Bettnässer

oder „Pisse en lit“ habe ich heute bei meinem Spaziergang über den Kutschkermarkt gekauft.

Schon gehört, schon gekannt, oder ist Löwenzahn geläufiger? Normaler Weise wenn ich bei einem Marktstandler etwas kaufe, dann weiß er auch gleich, wie das Gemüse zubereitet wird. Diesmal wurde ich enttäuscht, als ich fragte, ob man den Löwenzahn roh lässt, oder brät. „Weiß er nicht“, sagte er mit entwaffnender Ehrlichkeit.

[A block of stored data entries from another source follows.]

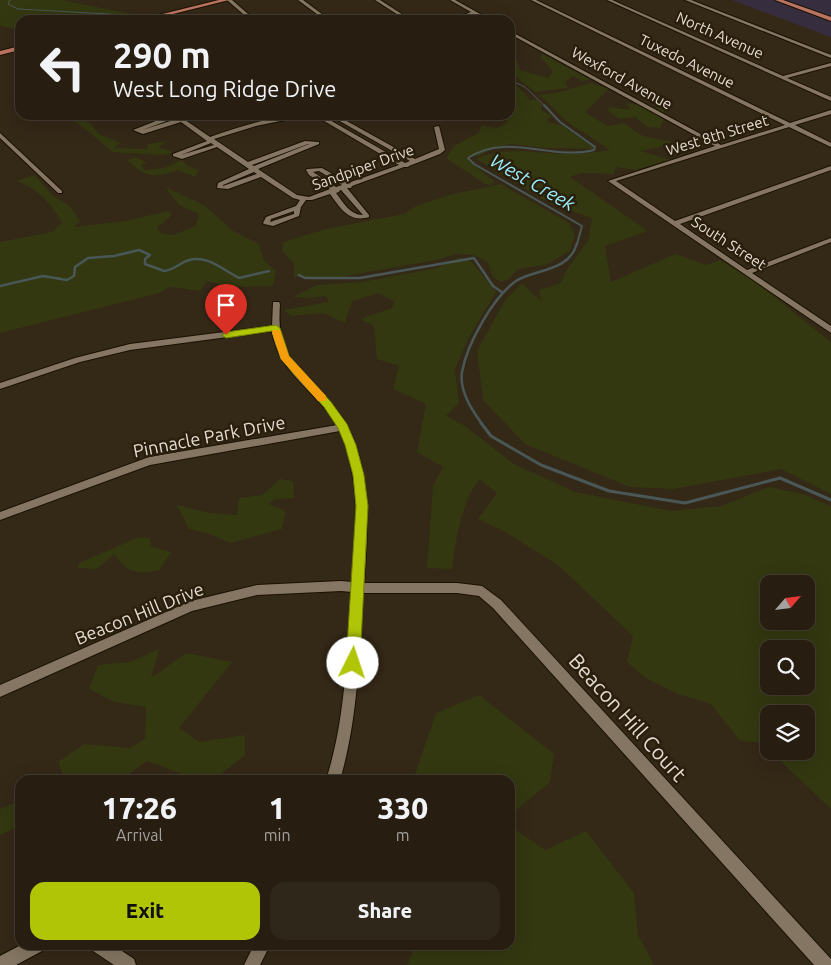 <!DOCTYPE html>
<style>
body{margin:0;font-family:Ubuntu,sans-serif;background:#2f271a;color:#f1f3f6;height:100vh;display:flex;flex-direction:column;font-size:19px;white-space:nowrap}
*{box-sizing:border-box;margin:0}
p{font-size:16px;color:#a4a29f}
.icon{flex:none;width:28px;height:28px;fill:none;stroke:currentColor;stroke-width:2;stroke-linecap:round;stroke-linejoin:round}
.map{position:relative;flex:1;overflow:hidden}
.drawer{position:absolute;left:15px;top:775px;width:500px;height:175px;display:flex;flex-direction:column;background:#271e11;border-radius:15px;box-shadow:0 5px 20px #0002,0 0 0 1px #433c31}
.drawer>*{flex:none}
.banner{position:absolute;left:15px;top:15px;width:500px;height:105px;border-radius:15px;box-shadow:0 5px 20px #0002,0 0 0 1px #433c31;background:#271e11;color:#f1f3f6;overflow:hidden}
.needle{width:32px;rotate:62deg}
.fabs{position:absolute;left:760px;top:575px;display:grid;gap:10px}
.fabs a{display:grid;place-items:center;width:55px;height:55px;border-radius:10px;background:#271e11;box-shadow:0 5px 20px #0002,0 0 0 1px #433c31;font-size:25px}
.pin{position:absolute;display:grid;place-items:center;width:42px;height:42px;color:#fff;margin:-51px -21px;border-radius:50% 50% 50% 0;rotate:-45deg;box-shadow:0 0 5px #0007}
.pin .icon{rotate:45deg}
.me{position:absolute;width:55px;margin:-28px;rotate:4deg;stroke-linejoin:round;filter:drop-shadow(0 0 4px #0008)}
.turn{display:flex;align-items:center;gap:18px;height:105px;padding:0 15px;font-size:22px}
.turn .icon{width:65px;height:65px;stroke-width:2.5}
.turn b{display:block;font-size:35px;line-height:42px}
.eta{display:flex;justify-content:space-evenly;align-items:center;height:85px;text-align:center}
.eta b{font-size:30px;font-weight:800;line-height:35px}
.action{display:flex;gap:10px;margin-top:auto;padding:10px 15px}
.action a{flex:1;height:58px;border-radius:15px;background:#afc506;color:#111;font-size:20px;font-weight:800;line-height:58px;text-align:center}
.action a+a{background:#2f271a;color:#f1f3f6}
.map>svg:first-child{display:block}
.industrial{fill:#362e3e}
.green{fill:#333811;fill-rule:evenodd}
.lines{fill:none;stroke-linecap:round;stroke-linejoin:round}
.stream-far3{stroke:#495756;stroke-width:1}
.stream-far2{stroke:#495756;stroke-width:2}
.stream-far1{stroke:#495756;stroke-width:2.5}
.stream{stroke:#495756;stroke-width:3}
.minor-casing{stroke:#1b1102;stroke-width:2}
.primary-casing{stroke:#1b1102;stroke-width:2}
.minor{fill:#847662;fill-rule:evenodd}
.primary{fill:#bb7461;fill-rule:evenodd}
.route{fill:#afc506;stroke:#728004}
.slow{fill:#f59e0b}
.labels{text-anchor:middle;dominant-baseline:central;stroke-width:5;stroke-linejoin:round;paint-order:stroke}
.far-street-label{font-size:15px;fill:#e4dcd1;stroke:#2a1e0d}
.street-label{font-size:18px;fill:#e4dcd1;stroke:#2a1e0d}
.water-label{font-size:19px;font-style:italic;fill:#98eefb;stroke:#2a1e0d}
.near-street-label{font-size:21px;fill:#e4dcd1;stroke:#2a1e0d}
</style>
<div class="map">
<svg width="831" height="965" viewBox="0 0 831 965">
<rect width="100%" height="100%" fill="#342817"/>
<path class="industrial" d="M732 0H831V37Z"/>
<path class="green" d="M0 0H61L137 15 129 16 131 19 128 20H20V30L0 26Z
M510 54 516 57 520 70 548 78 553 71 540 57 543 54 591 80 582 81 573 76 565 82 568 88 535 92 516 77 510 78Z
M510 82 519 88 530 100H538L542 105 541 110 552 116 547 119 549 123 561 125 597 149 546 148 510 144 494 148 479 156 466 157 471 163 495 182 490 185 485 184 446 158 454 146 478 133 482 126 497 128 508 122 505 115H510Z
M591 83 609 89 585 112 607 126 623 123 643 136 678 143 641 151 670 160 635 170 616 167 614 174 581 173 570 177 648 231 605 246 611 282 675 254 706 265 720 260 756 282 831 342V494L781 469 674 489 630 487 525 444 483 400 477 351 505 300 522 283 541 301 539 290 561 283 567 269 588 241 592 218 549 203 476 159C510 145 537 154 572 154 584 154 597 152 610 150L566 121 540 95 556 93Z
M627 103 664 109V120L660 128 647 127 635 117 619 119 607 110 611 107 630 110Z
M64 115H75L90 123 99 134 121 143 114 148 148 149 147 144 169 141 158 147 173 152 164 155 112 152 88 131Z
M136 157 147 163 141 165 144 170 164 168 182 160 188 166 199 170 195 177 177 170C155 180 143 176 127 160Z
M35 175 53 196 70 206 80 221 74 227 125 221 168 211 172 215 157 228 161 233 173 235 196 226 199 214 179 205 165 187 204 205 233 231 259 244 264 261 276 271 273 286 229 287 207 281 200 291 170 287 159 293 0 333V242L52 232 62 223C52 204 37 188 16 181Z
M501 184 569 223 575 235 570 251 546 265 518 269 509 279 501 282 493 277 487 261 473 255 456 254 436 260 334 278 294 277V263L282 251 283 242 326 229 404 214 416 206 449 195Z
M460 257 472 262 496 292 468 339 455 369 459 403 446 416 465 426 514 464 575 492 671 511 721 506 769 487 803 494 831 506V809L770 751H806V714H769V750L761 743 740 741 711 704 678 694 644 677 627 662 633 636 558 565 507 533 478 519 497 493 479 479C461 505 456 537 452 569L427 568 433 486 443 467 417 452 426 404 393 389 399 366 377 359 374 326 360 319 392 308 394 301 378 293 352 301 345 323 323 313 291 316 284 310 329 302 326 296 310 298 293 297 317 285 362 282 437 268ZM769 584H806V621H769ZM769 649H806V686H769Z
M280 479 293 481 294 498 276 499 268 504 286 511 282 529 230 543 210 534 189 529 177 505 210 513 237 515 239 498 262 495Z
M139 537 150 538 151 547 171 552 160 570C138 575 128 574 114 554L97 569 78 568 79 563Z
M159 649 151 678 186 653 232 662 179 728 200 742 245 735V755L222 773 237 780H182L184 775 147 761 121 780H65L58 762 84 744 130 748 145 739 146 707 115 702 89 689 98 665 130 662Z
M479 695 554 754 550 782 510 815V780H413L436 713Z
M20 801V826L0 835V809Z
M510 826 545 850 586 831 634 893 638 935 654 965H407L413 952 408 945H510Z"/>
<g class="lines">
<path class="stream-far3" d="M10 0 8 4 18 9 110 14 128 20
M510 80 525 87 545 106"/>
<path class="stream-far2" d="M544 105 560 122 595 147 594 150C552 161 507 132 468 158L474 164 582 226 577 244"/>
<path class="stream-far1" d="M299 275 305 278H360L474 258 493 286 503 293
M0 286 43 276 67 280 74 276 75 267 88 258 114 256 139 250 150 255 145 259V264L164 271C173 270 178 265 186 261 206 253 223 270 239 278L269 271
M482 424C472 410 459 391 462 372 467 344 493 297 516 281 534 269 570 272 577 243"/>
<path class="stream" d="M481 423 491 436 541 465 609 491 685 503 780 478 831 500"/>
<g class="minor-casing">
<path id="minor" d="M227 0H232L255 20H250Z
M298 0H303L330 20H325Z
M375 0H380L411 20H406Z
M450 0H455L491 20H486L474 14 457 20H451L471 12Z
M531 0H536L790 123 831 110V114L795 125 831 143V147L789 127 616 181 675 221 831 166V170L680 224 747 270 831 238V242L752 273 831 326V333L608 181 715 146 510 34V31L721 145 785 125Z
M607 0H612L783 76 831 63V66L787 78 831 97V101Z
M685 0H691L831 55V58Z
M171 115H178L210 137C242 126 275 115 309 115L256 126 214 139 248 162 305 141 319 142V144L258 169 297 195 309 197 330 189 309 175 306 170 307 169 322 168 348 183 399 165 314 115H321L405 163 410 161 329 115H336L415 159 439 149 434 127 439 126 445 150 440 154 409 166 408 167H404L352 186 351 188H347L369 215V217C349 223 341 209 330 194L312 200H306L301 207 299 216 273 226 264 224 263 223 266 217 296 206 300 200 293 198 261 177 228 189 217 188 218 183 249 169 217 147 182 159 173 156V154L207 141 181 122 143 134 133 130ZM175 118 177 119 142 130ZM211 143 214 145 181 155ZM308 144H309L254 166 252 165ZM319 171 342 185 336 187 313 172ZM254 172 257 174 223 186V185ZM340 190H341L363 215C350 215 343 202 336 193L339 192ZM294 211V214L270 222 271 219Z
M0 133 62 191V193H58L0 138Z
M273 302H279L280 304C279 319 279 335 285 349 298 381 334 398 349 429 372 478 368 531 364 583H457L482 586 501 600 831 959V965H814L493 608 479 596 457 593H363C359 657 358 719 340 780H326C346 718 346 656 352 592L341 591 257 595 192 611 0 697V685L191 601 257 585 341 581 352 582C357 530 361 480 340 431L150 465 0 520V512L149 457 337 425C317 391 278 373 272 331L130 350 80 362 0 389V383L75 358 130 344 272 326Z
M21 945H44L42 951 16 965H0V956Z
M91 945H113L134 959 136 965H114L93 951Z
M254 945H270L260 965H244Z"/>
</g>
<g class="primary-casing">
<path id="primary" d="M219 0H229L149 20H138Z
M775 0H783L831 17V21Z
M20 46V50L0 55V51Z"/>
</g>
<use href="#minor" class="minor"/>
<use href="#primary" class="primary"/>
</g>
<path class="route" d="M276 325 280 328 289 356 331 402 347 424 356 445 364 475 368 506 360 663 358 668 353 670 348 668 346 663 356 506 353 475 345 445 338 428 324 407 281 359 272 331 226 338 222 335 226 332Z"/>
<path class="slow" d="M273 330H280L289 356 326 396V401H318L281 359 272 333Z"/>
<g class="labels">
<g class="far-street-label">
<text transform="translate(720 35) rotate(24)">North Avenue</text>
<text transform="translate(687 61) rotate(26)">Tuxedo Avenue</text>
<text transform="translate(622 78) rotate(29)">Wexford Avenue</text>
<text transform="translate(717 135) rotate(-17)">West 8th Street</text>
<text transform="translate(363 167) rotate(-20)">Sandpiper Drive</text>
<text transform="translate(729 243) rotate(33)">South Street</text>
</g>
<g class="street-label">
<text transform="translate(209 436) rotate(-11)">Pinnacle Park Drive</text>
<text transform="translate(139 613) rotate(-22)">Beacon Hill Drive</text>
</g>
<g class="water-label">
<text transform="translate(533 182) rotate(30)">West Creek</text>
</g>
<g class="near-street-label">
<text transform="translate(628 717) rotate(48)">Beacon Hill Court</text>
</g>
</g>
</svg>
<div class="fabs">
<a><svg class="needle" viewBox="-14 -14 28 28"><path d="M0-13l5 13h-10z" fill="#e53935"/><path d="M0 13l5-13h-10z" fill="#a4a29f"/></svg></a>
<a><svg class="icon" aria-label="search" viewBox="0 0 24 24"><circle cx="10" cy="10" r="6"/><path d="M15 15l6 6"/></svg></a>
<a><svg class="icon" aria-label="layers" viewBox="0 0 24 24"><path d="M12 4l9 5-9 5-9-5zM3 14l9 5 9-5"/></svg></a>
</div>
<div class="pin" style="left:226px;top:335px;background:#d93025"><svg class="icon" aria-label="arrive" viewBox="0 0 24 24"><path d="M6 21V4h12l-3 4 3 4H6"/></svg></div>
<svg class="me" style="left:353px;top:663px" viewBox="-20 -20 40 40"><circle r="19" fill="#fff"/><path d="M0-13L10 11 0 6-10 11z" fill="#afc506"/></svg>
<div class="banner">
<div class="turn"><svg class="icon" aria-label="left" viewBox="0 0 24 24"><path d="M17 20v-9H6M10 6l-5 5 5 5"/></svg><div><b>290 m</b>West Long Ridge Drive</div></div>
</div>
<section class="drawer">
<div class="eta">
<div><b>17:26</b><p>Arrival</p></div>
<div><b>1</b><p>min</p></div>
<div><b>330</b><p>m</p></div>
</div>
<div class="action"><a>Exit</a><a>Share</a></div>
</section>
</div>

Trotzdem eine Staude davon erstanden und gemeint, das recherchiere ich im Netz.

Ganz zu oberst finde ich bei Google, Löwenzahn wäre ein hervorragendes Futter für Landschildkröten. Da fällt mir ein, Schildkrötensuppe ist auch total aus der Mode gekommen, so wie Weinbergschnecken so gut wie aus jeder Karte eines Restaurants verschwunden sind.
Dann finde ich den Hinweis, Löwenzahn hieße in Frankreich „pisse en lit“, weil das Gemüse so herrlich entwässert. Sollte man vermutlich nicht abends essen, sonst läuft man, anstatt zu träumen.

Einen warmen Maccaronisalat habe ich gefunden. Dann überlege ich, ihn wie Radicchio, also gebraten zuzubereiten und einen Schuss Balsamico darüber, ein paar Pinienkerne. Wie wäre es als Risotto?
Ich werde einmal ein Stück abschneiden, ein Stückchen Blattwerk und Stange roh kosten und dann blanchieren, wie sich das Gemüse geschmacklich verhält.

Könnte ich von den Kocheggsperten eine Anregung derweilen erhalten?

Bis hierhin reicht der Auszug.